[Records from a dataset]
● ● ● ●
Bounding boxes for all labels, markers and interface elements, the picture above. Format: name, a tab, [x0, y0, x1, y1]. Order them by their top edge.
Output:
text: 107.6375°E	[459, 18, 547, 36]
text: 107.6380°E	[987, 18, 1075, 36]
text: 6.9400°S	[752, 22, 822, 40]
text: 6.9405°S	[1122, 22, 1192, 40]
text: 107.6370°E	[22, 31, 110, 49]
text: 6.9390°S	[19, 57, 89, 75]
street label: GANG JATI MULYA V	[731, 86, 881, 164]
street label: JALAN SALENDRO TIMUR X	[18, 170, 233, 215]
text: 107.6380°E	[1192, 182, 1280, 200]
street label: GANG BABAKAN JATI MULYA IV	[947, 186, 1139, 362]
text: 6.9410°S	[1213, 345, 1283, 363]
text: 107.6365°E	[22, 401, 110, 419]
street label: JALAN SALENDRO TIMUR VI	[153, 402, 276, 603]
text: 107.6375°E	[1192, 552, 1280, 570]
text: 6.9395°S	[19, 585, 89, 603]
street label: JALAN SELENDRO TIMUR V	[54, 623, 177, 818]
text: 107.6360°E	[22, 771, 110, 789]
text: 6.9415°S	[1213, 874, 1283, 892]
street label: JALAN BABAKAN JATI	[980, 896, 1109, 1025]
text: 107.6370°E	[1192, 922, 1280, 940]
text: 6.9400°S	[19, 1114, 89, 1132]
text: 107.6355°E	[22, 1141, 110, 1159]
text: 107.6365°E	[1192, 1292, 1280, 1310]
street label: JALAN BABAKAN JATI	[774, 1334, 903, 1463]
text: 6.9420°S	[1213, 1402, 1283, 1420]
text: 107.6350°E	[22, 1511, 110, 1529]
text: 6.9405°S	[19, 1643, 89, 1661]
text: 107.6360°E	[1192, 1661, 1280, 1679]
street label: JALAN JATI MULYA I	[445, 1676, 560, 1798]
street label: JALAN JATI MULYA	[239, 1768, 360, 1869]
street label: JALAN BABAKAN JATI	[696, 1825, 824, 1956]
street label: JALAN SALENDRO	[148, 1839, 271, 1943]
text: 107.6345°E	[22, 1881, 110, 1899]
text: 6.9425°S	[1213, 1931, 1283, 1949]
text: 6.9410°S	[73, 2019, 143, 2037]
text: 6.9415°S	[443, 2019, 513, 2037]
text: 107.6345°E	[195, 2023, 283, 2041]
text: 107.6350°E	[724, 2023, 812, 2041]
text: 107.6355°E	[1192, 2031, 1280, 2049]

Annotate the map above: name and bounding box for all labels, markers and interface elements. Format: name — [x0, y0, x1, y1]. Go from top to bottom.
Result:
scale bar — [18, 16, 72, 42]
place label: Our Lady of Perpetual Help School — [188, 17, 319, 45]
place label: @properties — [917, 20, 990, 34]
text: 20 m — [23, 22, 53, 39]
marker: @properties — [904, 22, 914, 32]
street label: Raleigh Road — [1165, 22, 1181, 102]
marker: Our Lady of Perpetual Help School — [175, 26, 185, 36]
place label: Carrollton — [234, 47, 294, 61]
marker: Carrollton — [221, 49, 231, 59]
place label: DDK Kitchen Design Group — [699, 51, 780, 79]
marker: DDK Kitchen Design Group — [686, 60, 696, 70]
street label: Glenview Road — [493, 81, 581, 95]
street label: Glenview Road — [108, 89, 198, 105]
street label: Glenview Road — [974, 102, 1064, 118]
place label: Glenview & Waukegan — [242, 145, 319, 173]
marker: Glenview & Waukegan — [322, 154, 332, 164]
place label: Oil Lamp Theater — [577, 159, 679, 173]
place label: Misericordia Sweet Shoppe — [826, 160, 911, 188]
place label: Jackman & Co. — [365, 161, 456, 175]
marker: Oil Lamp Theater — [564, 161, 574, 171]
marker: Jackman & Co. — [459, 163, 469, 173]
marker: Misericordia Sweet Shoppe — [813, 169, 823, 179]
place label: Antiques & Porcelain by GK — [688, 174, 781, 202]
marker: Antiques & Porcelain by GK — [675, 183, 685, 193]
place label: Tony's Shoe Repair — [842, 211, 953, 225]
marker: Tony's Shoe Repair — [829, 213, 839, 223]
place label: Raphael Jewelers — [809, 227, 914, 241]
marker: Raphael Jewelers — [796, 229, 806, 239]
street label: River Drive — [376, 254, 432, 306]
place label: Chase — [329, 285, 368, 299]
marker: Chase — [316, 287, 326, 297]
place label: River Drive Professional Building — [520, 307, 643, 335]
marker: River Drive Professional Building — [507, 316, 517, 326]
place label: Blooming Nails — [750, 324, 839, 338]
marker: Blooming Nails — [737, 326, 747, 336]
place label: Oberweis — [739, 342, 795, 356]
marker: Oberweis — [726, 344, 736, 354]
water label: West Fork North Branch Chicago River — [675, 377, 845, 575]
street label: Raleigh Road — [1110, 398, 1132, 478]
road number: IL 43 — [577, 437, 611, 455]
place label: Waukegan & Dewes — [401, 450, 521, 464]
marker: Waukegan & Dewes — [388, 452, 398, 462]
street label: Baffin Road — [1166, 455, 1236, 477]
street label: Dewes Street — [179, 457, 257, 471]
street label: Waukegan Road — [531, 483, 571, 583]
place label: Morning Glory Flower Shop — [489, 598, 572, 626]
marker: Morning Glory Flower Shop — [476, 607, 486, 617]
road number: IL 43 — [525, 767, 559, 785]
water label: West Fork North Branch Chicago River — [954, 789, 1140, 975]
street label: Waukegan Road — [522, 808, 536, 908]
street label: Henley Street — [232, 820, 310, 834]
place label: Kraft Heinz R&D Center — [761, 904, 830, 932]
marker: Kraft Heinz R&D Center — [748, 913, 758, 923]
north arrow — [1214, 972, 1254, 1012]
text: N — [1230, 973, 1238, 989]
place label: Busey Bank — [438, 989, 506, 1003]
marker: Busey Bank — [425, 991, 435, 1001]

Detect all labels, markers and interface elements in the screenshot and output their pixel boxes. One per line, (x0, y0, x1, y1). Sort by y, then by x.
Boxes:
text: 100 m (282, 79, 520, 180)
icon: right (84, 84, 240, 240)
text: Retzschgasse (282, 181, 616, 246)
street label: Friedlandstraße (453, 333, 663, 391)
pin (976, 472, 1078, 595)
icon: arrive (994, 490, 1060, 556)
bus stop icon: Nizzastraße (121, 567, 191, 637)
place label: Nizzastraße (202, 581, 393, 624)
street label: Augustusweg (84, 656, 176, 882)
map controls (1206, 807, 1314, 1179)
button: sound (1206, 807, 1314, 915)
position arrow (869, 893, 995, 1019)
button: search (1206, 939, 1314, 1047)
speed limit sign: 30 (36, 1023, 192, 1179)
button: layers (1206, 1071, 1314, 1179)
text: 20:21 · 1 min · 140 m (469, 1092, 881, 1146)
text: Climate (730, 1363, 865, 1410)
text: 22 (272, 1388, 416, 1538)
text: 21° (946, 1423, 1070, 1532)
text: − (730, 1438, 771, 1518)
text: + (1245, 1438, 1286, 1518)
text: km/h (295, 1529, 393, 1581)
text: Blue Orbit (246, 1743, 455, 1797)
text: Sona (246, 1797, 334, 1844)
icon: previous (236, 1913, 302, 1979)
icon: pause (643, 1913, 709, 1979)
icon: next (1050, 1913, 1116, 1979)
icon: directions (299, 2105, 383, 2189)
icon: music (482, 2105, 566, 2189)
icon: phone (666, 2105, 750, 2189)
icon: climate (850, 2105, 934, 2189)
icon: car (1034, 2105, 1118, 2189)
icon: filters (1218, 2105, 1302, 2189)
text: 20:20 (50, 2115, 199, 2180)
● ● ● ●
Work order — Check each line above for "Bank" and please state only how many have it.

Solution to the exercise — 2